August 2013
2013 Young Contemporaries
Young Contemporaries presents disparate veils of perception from a generation reacting to the corporeal need for human connection in our fast-paced and detached digital domain. Whether simply looking through the shroud of a curtained window or looking from within numerous masks of personal identity, these nine artists offer layered filters of poetic sensibilities that address process, materiality, intimacy, identity, the passing of time, decay and death.
In Zsófia Horváth’s diptych Inside Out one can hear the poet Wendell Berry whispering both “Come to the window, look out, and see— and “Leave your windows and go out, people of the world—Say no to the Lords of War—” In this age of jihad, it is the inner work that is important.
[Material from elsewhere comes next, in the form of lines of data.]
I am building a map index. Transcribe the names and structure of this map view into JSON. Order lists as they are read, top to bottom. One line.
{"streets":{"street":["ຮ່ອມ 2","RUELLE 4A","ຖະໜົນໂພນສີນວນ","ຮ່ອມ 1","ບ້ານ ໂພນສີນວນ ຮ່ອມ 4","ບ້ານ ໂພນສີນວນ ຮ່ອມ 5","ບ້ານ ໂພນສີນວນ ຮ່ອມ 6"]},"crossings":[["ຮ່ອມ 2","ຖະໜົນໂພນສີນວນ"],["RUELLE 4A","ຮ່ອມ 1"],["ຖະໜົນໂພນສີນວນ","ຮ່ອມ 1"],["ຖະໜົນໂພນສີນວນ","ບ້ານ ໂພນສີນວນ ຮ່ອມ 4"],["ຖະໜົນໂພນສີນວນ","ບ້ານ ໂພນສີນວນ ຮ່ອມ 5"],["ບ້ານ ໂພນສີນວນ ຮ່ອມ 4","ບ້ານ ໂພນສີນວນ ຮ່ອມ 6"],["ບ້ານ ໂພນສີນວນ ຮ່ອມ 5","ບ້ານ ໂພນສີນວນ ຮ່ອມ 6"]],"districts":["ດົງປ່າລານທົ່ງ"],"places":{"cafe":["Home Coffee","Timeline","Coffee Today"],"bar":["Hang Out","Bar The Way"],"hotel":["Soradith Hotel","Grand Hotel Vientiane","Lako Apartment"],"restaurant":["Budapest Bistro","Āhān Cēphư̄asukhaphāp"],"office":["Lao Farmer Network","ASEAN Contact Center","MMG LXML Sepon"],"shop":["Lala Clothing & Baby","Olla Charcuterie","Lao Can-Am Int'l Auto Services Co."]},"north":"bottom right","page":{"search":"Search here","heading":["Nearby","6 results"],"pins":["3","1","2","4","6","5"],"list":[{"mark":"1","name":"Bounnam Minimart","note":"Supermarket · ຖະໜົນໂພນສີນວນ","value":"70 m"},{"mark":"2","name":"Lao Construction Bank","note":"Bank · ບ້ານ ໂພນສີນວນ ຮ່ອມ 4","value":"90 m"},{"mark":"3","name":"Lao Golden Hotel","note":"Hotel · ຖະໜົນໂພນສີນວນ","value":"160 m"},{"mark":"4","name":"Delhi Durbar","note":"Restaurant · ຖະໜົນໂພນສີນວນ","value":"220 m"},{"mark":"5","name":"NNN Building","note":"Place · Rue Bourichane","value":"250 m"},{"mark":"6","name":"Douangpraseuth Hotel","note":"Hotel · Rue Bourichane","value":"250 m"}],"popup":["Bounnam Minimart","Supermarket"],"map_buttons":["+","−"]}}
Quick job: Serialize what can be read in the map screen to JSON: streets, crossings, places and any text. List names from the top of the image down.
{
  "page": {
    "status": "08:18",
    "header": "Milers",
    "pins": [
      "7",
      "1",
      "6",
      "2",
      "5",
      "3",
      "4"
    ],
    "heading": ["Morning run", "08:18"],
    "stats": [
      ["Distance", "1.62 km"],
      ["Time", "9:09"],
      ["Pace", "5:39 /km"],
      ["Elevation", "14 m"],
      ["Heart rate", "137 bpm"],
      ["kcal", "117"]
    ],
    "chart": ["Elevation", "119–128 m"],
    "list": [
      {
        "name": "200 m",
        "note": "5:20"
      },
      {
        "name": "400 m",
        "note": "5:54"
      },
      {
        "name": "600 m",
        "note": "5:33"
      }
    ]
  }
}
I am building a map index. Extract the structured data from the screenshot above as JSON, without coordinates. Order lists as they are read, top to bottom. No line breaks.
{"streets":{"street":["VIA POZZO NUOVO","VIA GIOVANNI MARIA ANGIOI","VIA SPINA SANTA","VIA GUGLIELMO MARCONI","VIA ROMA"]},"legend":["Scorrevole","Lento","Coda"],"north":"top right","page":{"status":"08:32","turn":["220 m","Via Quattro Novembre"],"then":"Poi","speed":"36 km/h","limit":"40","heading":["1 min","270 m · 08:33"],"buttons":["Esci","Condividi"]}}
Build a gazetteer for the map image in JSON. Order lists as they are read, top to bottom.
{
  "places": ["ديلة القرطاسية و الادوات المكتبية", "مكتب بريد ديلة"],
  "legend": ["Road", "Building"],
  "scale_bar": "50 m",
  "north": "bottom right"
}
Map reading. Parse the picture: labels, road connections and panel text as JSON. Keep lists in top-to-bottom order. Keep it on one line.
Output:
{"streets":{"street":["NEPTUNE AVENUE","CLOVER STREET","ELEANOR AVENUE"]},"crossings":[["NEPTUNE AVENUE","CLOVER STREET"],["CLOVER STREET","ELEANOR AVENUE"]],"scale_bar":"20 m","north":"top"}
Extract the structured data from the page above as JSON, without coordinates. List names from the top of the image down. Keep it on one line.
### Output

The seed of creativity is inside and the fruit is ripe.
Jennifer De Angelo’s Conception lushly illustrates the words of Rumi — “what happens to seeds inside their prisons will happen to us in our homes.” Because language cannot say it, we are offered a reason to paint.
Jane Remick presents a statement about the constructs of gender and race by examining where the photographer stands in a performance of photographing, projecting, re-photographing and projecting again. With over 1,000 known hate groups operating today in the United States, (a 67% increase from a decade ago according to the Southern Poverty Law Center) these images beg the viewer to question what is necessary to make a post-gender, post-racial society.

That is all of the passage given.